White flowering Japanese wisteria. Scientific name: Wisteria floribunda.


HABIT: Fast-growing, twining vine that can grow to great heights. Purple spring flowers.  has white flowers. Japanese wisteria (Wisteria floribunda) has longer flowers that don't open until the foliage is on the plant. Wisteria climbs clockwise.


CULTURE: Loose, well-drained highly organic soil. Moderate water and fertilizer. Easy to grow in any soil.




USES: Climbing vine for arbor, fence, or wall. Spring flowers.


PROBLEMS: A few caterpillar attacks. Can take over if not pruned to keep in shape. Grasshoppers. Now classed as invasive in many states.

Texas Invasive Species Institute information list (National Park Service)
USDA Forest Service plant information and fire management details

Note from the University of Florida Wisteria page is that there are native non-invasive wisteria (follow the link for more information, but don't follow their glyphosate tip for removal):

For those who wish to incorporate flowering vines into your yard, do your landscape and the environment a favor and find a nursery that can recommend a non-invasive plant. Another good reference is the EDIS publication "Flowering Vines for Florida," which provides photos, information on growing regions, and flowering times on a number of flowering vines ideal for Florida landscapes.

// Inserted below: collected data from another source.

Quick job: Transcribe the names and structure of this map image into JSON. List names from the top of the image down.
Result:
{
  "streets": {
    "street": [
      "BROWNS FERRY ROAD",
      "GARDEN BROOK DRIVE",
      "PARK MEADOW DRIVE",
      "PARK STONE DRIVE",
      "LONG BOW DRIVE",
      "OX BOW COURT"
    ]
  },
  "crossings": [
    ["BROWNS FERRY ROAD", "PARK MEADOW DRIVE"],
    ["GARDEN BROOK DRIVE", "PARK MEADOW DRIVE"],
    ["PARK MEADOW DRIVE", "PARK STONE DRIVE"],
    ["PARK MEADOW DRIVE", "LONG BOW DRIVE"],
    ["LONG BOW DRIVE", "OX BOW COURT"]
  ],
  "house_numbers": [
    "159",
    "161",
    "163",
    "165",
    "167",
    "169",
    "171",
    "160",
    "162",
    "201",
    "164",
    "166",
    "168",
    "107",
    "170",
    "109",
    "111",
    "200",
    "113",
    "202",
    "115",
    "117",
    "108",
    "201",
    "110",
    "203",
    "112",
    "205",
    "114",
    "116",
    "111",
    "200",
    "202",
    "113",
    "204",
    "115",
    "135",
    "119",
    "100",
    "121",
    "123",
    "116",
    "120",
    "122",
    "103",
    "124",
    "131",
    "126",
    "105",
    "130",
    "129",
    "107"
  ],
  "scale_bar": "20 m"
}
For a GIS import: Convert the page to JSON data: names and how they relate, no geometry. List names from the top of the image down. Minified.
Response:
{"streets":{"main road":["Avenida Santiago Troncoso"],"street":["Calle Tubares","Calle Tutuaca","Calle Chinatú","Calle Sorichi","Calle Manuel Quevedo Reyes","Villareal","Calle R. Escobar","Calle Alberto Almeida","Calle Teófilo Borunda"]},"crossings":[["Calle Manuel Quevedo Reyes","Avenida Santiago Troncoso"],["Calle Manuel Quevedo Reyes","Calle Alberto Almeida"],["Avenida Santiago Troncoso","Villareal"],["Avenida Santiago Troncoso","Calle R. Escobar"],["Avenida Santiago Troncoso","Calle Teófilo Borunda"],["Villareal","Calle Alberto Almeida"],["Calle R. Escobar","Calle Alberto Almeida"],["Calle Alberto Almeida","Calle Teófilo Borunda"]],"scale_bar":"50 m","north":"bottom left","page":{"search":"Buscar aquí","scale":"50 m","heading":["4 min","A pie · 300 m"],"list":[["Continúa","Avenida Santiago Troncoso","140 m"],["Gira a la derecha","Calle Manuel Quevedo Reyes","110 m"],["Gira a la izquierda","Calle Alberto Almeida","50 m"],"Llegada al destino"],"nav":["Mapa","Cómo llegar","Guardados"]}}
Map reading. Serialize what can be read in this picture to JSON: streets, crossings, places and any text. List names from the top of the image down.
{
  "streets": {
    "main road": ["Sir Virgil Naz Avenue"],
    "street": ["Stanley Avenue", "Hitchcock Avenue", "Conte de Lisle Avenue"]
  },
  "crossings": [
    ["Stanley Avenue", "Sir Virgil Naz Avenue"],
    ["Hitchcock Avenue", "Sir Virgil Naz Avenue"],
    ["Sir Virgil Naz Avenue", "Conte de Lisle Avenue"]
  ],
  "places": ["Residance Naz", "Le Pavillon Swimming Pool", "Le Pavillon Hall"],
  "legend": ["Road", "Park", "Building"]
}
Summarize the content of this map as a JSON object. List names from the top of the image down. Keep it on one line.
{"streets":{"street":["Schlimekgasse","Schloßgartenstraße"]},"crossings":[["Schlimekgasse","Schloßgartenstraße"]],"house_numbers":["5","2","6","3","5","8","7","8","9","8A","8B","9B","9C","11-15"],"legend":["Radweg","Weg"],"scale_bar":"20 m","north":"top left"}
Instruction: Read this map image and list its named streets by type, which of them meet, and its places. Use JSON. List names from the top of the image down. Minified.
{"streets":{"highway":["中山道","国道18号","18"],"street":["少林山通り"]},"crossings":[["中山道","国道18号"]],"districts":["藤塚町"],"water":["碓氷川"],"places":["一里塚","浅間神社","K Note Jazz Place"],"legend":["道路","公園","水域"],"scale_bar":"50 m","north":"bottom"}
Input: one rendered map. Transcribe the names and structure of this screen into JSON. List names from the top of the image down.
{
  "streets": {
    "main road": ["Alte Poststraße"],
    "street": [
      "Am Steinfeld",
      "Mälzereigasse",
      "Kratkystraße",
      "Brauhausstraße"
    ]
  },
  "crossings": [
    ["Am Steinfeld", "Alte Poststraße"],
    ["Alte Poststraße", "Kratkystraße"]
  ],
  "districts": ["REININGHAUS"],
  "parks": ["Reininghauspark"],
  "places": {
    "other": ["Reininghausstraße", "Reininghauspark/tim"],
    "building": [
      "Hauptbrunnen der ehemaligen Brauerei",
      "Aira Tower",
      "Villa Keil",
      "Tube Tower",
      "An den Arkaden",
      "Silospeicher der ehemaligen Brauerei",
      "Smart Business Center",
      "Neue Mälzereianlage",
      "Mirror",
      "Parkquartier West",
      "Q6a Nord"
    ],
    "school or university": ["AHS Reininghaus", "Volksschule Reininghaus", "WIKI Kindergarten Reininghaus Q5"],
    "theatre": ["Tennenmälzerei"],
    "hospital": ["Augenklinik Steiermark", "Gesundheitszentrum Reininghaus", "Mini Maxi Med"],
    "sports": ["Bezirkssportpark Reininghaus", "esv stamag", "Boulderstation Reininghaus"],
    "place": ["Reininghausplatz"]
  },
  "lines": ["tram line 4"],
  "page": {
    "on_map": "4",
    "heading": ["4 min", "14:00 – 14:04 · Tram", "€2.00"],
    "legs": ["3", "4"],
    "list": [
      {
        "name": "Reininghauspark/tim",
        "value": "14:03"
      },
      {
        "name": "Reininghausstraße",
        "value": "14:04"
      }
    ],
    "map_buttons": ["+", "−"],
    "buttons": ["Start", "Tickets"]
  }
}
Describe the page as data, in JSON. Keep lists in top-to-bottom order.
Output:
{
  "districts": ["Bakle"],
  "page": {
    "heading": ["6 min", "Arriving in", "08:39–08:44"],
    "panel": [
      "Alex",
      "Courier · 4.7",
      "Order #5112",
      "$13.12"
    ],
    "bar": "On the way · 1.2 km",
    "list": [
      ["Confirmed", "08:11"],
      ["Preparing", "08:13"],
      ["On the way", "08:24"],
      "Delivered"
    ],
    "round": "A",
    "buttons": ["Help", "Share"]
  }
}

American wisteria (Wisteria frutescens) and evergreen wisteria (Millettia reticulata) are two lovely, non-invasive options for your home landscape. The native American wisteria cultivar 'Amethyst Falls' has deep blue/purple flowers and blooms in the spring and summer. The blooms may not be quite as fragrant, but won't need the constant pruning and caution associated with Chinese or Japanese wisterias.

An added bonus, American wisteria is a larval host plant to both the silver-spotted skipper and the long-tailed skipper butterflies. American wisteria is only hardy in USDA zones 5 to 9, so it will not perform well in all parts of Florida.


NOTES: Most wisteria are native to China. Many gardeners have difficulty getting wisteria to bloom.